Parkville Man Convicted In Plot To Export Industrial Products And Services To Iran
Conspired to Violate the U.S. Embargo Against Iran
Greenbelt, Maryland - A federal jury convicted Ali Saboonchi, age 34, a U.S. citizen residing in Parkville, Maryland, today of conspiracy and seven counts of exporting American manufactured industrial products and services to Iran.
The conviction was announced by United States Attorney for the District of Maryland Rod J. Rosenstein; Special Agent in Charge Stephen E. Vogt of the Federal Bureau of Investigation and Special Agent in Charge William Winter of U.S. Immigration and Customs Enforcement’s (ICE) Homeland Security Investigations (HSI).
"This case and trial gave the public a rare view into the lengths Mr. Saboonchi and others like him will go to break the law of this country and aid our foreign adversaries," said Steve Vogt, Special Agent in Charge of the FBI Baltimore Division. “We work every day to keep what may seem like benign technology and ideas created here in America from being used against us. These illegal export cases happen more often than the general public gets to see, and it will impact all of us if these conspirators aren't caught and stopped."
The International Emergency Economic Powers Act authorizes the President of the United States to impose economic sanctions on a foreign country when the President declares a national emergency. In 1995, the President issued a series of executive orders declaring that the actions and policies of the government of Iran constituted a national emergency, and imposed economic sanctions against Iran, to include a trade embargo (the Iran Trade Embargo). In order to implement the Iran Trade Embargo, the U.S. Department of the Treasury promulgated regulations that prohibit the export, sale or supply to Iran of any goods or services from the United States without prior authorization.

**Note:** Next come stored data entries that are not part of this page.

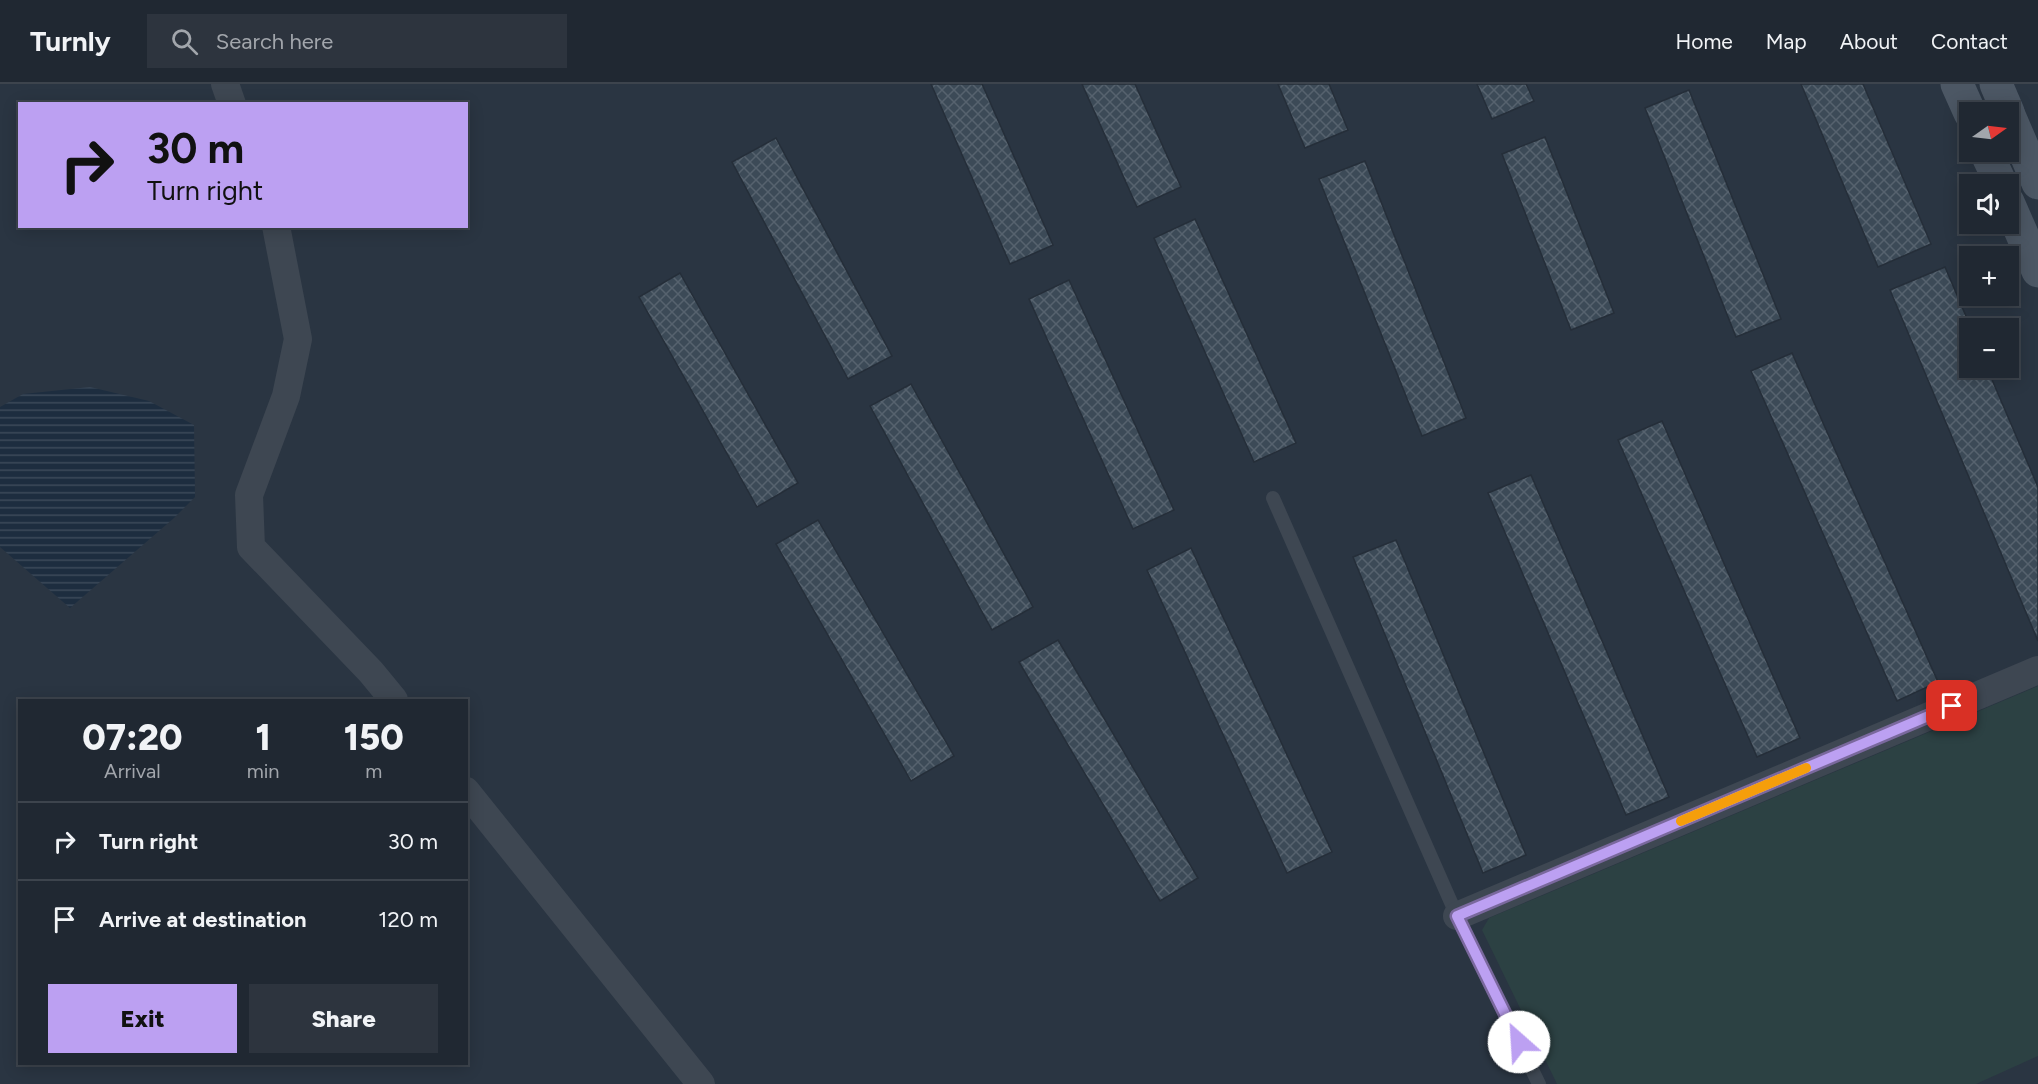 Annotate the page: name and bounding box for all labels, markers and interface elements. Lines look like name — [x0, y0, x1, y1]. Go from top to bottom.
search box — [147, 14, 567, 68]
text: Turnly — [30, 24, 111, 58]
icon: search — [168, 25, 201, 58]
text: Search here — [216, 28, 333, 55]
text: Home — [1676, 29, 1733, 54]
text: Map — [1766, 29, 1807, 54]
text: About — [1840, 29, 1898, 54]
text: Contact — [1931, 29, 2008, 54]
north arrow — [1959, 102, 2019, 162]
map controls — [1959, 102, 2019, 378]
text: 30 m — [147, 123, 244, 174]
icon: right — [48, 126, 126, 204]
text: Turn right — [147, 174, 263, 207]
button: sound — [1959, 174, 2019, 234]
button: + — [1959, 246, 2019, 306]
button: − — [1959, 318, 2019, 378]
pin — [1926, 680, 1977, 731]
icon: arrive — [1935, 689, 1968, 722]
text: 07:20 — [82, 716, 182, 759]
text: 1 — [255, 716, 271, 759]
text: 150 — [344, 716, 404, 759]
text: Arrival — [104, 759, 161, 783]
text: min — [247, 759, 280, 783]
text: m — [365, 759, 382, 783]
icon: right — [48, 825, 81, 858]
text: Turn right — [99, 828, 198, 855]
text: 30 m — [388, 828, 438, 855]
icon: arrive — [48, 903, 81, 936]
text: Arrive at destination — [99, 906, 307, 933]
text: 120 m — [378, 906, 438, 933]
button: Exit — [48, 984, 237, 1053]
button: Share — [249, 984, 438, 1053]
position arrow — [1487, 1010, 1551, 1074]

According to evidence presented during the two week trial, from November 2009 to the present, Saboonchi conspired with others to evade the Iran Trade Embargo by exporting American manufactured industrial goods and services to Iranian businesses. A co-conspirator, located in Iran, had Saboonchi in Maryland create and operate Ace Electric Company to obtain goods to be sent to Iran. The co-conspirator, who operated businesses in Tehran, Iran and the United Arab Emirates (UAE), solicited purchase orders and business from customers in Iran for industrial parts and components manufactured in America, including:
- two cyclone separators, which are used in pipelines to separate impurities such as sand from liquids;
- six thermocouples, which are used to measure temperatures of liquids and gasses in industrial applications in the chemical and petrochemical fields;
- 10 stainless steel filter elements, which are used primarily in the oil and gas industry and can be used in water plants, hydrocarbon plants and nuclear plants;
- four bypass filters;
- three flow meters, which are used primarily in industrial applications to measure the flow of water but could be adjusted to measure other liquids and gasses;
- three actuator springs, which are used to control the flow rate of a liquid;
- numerous industrial parts, including hydraulic valves and connectors; and
- liquid pumps and valves, which have oil, gas, energy, aerospace and defense applications.
Trial evidence showed that Saboonchi obtained price quotes and paid for these items, and took delivery of most of the goods, which he then shipped to co-conspirators in UAE and, in at least one case, China. The co-conspirator would repay Saboonchi for the goods and further arrange for the entities in the UAE and China to send the goods on to him and his customers in Iran. Saboonchi did not obtain authorization to export the products.
Saboonchi faces a maximum sentence of 20 years in prison for the conspiracy and on each of seven counts for illegal export to an embargoed country. U.S. District Judge Paul W. Grimm scheduled sentencing for February 2, 2015, at 1:00 p.m.
Co-defendants Arash Rashti Mohammad, and Mehdi Mohammadi, are citizens and residents of Iran. They were indicted in 2013, along with Saboonchi, on charges arising from the conspiracy, and are currently fugitives.
United States Attorney Rod J. Rosenstein praised the FBI and HSI Baltimore for their work in the investigation. Mr. Rosenstein thanked Assistant United States Attorneys Christine Manuelian and Kristi O’Malley, who are prosecuting the case.